Search the records below for the word "Beringin". Pull out each line that has it.

Provided information START

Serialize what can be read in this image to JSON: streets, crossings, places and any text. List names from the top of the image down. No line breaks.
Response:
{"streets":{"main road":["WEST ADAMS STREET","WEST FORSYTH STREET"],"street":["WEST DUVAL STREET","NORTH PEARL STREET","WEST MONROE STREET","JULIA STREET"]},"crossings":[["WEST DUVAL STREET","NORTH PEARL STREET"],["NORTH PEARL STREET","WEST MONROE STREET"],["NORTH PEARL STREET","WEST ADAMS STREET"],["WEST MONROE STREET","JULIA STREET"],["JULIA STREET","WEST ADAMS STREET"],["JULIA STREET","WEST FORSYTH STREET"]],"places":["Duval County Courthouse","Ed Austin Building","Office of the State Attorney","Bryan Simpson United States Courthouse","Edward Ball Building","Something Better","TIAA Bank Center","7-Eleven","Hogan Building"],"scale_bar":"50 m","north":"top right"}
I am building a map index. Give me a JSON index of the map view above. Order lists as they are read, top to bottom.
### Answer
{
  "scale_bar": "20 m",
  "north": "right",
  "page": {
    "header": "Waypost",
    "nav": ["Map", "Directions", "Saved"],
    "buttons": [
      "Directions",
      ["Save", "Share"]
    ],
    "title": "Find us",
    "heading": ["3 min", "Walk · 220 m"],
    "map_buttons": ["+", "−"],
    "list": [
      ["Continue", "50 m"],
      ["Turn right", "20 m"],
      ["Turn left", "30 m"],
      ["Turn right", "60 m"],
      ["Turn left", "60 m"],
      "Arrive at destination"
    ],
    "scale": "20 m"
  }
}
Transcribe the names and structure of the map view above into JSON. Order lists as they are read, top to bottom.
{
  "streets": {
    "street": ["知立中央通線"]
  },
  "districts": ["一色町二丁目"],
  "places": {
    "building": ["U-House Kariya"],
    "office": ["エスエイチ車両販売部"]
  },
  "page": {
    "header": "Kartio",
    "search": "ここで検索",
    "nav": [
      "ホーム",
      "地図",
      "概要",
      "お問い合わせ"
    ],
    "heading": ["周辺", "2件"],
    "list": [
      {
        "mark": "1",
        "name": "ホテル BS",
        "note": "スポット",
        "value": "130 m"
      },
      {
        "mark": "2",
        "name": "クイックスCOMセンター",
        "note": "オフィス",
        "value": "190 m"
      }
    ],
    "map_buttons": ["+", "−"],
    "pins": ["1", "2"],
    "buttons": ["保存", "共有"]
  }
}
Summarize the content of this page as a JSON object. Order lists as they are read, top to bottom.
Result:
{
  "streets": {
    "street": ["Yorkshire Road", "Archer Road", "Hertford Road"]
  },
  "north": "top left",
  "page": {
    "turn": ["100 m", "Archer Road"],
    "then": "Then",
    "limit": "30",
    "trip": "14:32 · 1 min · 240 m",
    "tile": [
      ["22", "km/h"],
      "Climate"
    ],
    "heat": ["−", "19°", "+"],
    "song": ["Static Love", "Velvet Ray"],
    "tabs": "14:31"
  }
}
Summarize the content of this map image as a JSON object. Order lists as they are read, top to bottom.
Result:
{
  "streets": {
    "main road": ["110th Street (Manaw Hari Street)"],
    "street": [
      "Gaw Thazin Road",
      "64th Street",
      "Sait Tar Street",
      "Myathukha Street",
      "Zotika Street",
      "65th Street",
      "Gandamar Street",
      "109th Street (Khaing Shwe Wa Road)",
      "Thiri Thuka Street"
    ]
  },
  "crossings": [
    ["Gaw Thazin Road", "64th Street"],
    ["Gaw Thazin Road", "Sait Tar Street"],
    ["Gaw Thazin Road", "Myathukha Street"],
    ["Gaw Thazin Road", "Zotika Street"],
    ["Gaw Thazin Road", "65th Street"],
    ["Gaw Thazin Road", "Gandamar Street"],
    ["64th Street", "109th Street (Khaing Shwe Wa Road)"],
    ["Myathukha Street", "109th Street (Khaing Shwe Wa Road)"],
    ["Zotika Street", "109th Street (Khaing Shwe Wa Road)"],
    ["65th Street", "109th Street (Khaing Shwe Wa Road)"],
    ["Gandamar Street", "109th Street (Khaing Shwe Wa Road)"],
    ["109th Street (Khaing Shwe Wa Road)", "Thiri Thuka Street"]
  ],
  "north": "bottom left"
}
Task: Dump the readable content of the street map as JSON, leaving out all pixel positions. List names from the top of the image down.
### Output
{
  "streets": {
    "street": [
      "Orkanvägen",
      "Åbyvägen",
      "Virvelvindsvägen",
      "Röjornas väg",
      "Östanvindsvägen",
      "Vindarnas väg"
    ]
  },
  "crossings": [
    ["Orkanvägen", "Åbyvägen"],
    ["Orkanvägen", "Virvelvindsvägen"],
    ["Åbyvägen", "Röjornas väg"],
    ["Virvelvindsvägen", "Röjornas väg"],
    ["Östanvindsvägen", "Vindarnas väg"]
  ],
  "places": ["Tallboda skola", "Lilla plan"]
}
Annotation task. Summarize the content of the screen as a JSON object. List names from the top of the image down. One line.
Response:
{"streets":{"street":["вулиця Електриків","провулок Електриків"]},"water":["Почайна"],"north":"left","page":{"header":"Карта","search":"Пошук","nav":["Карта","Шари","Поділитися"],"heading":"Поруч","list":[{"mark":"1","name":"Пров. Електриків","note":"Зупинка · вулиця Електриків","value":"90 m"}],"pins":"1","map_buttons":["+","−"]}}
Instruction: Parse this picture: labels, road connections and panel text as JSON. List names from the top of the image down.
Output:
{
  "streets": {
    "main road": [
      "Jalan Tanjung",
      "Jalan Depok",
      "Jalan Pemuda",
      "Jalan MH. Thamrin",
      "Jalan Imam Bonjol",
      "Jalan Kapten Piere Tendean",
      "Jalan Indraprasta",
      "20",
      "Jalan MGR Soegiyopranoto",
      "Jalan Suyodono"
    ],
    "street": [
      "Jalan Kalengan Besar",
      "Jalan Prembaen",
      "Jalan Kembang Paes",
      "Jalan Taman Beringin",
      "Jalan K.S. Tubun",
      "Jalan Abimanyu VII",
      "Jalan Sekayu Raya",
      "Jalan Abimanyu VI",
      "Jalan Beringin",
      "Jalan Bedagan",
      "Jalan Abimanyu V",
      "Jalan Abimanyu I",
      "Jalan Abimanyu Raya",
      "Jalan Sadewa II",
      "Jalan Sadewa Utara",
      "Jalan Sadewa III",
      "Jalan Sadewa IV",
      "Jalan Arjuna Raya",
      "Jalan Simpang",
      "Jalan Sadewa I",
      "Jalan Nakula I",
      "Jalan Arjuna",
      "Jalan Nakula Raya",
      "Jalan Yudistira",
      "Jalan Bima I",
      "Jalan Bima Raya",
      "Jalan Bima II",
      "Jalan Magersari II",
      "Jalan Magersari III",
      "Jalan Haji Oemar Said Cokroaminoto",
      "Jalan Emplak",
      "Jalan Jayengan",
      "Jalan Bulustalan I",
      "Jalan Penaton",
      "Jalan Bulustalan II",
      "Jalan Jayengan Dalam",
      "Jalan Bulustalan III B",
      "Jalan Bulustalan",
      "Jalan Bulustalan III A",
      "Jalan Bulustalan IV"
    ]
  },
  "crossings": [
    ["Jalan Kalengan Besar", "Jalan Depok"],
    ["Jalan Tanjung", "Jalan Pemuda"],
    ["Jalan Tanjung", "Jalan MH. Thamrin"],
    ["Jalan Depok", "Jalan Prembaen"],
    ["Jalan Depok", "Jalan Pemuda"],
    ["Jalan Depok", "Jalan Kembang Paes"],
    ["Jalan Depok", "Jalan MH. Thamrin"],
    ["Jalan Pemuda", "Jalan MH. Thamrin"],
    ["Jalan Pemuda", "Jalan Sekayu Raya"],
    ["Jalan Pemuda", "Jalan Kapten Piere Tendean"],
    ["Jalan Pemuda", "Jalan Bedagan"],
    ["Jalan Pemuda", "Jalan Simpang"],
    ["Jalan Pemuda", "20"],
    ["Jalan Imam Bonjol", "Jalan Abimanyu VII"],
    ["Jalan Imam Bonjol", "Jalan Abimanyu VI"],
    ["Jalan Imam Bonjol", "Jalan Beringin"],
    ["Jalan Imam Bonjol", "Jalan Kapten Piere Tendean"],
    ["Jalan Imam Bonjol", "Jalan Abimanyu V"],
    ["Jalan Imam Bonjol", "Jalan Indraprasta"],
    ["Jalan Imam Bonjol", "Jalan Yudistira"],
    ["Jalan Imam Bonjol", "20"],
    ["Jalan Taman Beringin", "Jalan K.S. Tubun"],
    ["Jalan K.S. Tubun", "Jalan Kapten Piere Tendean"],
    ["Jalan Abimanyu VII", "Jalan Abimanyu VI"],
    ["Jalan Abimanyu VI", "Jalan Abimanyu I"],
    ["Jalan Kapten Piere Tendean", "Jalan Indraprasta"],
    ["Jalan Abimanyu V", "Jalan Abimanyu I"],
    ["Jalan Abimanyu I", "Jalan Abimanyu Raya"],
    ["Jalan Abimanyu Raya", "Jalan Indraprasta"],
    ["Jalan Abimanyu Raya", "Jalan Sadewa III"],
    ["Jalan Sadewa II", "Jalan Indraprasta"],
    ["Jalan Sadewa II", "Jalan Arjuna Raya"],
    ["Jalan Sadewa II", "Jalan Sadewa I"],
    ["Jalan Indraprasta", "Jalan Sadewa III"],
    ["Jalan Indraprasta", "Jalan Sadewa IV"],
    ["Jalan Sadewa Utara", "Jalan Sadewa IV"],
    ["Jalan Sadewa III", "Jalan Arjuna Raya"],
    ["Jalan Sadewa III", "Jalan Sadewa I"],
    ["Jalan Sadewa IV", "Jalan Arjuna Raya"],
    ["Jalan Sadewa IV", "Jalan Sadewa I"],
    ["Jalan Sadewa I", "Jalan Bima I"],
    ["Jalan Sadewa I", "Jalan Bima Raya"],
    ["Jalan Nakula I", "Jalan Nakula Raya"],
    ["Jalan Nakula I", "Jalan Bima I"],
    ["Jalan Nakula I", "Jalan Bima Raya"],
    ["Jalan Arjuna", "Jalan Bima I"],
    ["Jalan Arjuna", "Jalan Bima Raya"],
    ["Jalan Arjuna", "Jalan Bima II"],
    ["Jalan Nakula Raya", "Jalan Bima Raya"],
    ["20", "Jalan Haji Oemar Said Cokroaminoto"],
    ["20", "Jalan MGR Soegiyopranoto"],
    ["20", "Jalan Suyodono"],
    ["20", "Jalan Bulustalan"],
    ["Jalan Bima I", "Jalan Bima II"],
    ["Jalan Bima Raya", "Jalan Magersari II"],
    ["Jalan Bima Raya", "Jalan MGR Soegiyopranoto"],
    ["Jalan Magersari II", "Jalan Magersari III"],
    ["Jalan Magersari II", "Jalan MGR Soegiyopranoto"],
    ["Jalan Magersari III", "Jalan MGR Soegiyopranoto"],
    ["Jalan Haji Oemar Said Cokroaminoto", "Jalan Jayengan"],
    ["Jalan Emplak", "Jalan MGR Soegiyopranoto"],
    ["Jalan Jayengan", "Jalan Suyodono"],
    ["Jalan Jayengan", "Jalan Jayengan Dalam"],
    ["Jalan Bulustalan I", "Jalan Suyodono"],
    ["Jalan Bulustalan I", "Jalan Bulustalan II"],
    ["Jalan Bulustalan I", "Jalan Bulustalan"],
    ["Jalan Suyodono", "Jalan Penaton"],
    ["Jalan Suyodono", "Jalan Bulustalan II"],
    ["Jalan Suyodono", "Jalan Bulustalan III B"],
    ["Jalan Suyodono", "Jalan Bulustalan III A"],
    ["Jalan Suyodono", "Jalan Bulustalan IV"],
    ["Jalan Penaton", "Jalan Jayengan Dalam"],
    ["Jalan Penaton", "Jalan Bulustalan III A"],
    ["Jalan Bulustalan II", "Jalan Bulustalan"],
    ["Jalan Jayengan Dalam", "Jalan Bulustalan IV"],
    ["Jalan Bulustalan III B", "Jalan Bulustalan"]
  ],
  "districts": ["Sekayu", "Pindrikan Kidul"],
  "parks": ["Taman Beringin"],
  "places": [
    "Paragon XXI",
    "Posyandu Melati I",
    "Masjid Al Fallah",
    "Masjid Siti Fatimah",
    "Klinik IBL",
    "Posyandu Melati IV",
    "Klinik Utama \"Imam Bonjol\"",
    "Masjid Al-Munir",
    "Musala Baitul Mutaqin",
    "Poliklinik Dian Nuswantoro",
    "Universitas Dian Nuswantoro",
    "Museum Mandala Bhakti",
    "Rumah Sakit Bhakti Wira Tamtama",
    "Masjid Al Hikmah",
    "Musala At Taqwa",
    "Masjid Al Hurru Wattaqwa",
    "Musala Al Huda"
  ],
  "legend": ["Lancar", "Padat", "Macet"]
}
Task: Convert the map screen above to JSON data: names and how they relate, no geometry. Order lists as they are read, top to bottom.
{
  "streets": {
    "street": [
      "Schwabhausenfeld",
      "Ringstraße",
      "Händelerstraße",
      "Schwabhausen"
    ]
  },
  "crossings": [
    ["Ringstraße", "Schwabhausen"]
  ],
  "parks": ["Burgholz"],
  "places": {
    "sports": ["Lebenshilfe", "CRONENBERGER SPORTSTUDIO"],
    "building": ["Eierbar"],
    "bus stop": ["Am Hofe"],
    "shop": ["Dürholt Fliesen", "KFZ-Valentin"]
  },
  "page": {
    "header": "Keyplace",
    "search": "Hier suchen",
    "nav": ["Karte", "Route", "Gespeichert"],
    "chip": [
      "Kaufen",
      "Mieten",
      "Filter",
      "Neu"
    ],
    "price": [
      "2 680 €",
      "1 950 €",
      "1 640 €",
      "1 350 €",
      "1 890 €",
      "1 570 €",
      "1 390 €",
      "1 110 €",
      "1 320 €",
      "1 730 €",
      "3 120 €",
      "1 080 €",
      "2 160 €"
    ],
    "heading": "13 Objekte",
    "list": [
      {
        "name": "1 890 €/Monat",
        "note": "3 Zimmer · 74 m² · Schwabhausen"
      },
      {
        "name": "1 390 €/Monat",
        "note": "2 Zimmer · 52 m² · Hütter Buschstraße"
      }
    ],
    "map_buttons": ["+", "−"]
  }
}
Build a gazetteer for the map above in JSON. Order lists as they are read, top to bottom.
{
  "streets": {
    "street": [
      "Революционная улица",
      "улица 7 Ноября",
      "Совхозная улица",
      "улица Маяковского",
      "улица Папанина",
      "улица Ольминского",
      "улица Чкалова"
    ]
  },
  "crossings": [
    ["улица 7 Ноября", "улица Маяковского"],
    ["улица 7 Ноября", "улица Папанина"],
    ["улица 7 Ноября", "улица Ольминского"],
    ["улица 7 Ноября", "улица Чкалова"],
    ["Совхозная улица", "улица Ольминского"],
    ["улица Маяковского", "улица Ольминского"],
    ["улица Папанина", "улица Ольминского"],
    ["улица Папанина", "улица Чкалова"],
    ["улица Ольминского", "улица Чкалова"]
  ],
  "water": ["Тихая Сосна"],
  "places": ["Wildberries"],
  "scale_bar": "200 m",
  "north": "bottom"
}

Provided information END

▶ Answer:
      "Jalan Taman Beringin",
      "Jalan Beringin",
    ["Jalan Imam Bonjol", "Jalan Beringin"],
    ["Jalan Taman Beringin", "Jalan K.S. Tubun"],
  "parks": ["Taman Beringin"],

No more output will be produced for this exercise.